WORK ITEM -
I need all of the entries printed exactly.

[Saved entries]
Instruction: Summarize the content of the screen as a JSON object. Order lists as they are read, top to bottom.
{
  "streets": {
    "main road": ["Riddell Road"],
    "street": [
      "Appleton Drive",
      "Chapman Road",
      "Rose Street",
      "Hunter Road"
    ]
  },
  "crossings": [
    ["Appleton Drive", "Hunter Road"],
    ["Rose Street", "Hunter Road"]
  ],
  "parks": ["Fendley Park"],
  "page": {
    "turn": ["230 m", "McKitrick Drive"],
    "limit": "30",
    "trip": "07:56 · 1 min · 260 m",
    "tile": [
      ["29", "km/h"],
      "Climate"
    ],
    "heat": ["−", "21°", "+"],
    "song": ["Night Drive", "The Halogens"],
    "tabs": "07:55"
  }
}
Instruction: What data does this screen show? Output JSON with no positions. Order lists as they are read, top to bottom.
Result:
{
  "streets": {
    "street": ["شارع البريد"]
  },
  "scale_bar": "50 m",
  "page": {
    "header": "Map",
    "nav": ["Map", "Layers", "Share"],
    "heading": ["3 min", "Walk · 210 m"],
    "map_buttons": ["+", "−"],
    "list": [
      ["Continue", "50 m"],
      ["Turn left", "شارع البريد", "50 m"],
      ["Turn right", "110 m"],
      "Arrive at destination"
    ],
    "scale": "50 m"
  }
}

SOLVED EXERCISE -
Instruction: Summarize the content of the screen as a JSON object. Order lists as they are read, top to bottom.
{
  "streets": {
    "main road": ["Riddell Road"],
    "street": [
      "Appleton Drive",
      "Chapman Road",
      "Rose Street",
      "Hunter Road"
    ]
  },
  "crossings": [
    ["Appleton Drive", "Hunter Road"],
    ["Rose Street", "Hunter Road"]
  ],
  "parks": ["Fendley Park"],
  "page": {
    "turn": ["230 m", "McKitrick Drive"],
    "limit": "30",
    "trip": "07:56 · 1 min · 260 m",
    "tile": [
      ["29", "km/h"],
      "Climate"
    ],
    "heat": ["−", "21°", "+"],
    "song": ["Night Drive", "The Halogens"],
    "tabs": "07:55"
  }
}
Instruction: What data does this screen show? Output JSON with no positions. Order lists as they are read, top to bottom.
Result:
{
  "streets": {
    "street": ["شارع البريد"]
  },
  "scale_bar": "50 m",
  "page": {
    "header": "Map",
    "nav": ["Map", "Layers", "Share"],
    "heading": ["3 min", "Walk · 210 m"],
    "map_buttons": ["+", "−"],
    "list": [
      ["Continue", "50 m"],
      ["Turn left", "شارع البريد", "50 m"],
      ["Turn right", "110 m"],
      "Arrive at destination"
    ],
    "scale": "50 m"
  }
}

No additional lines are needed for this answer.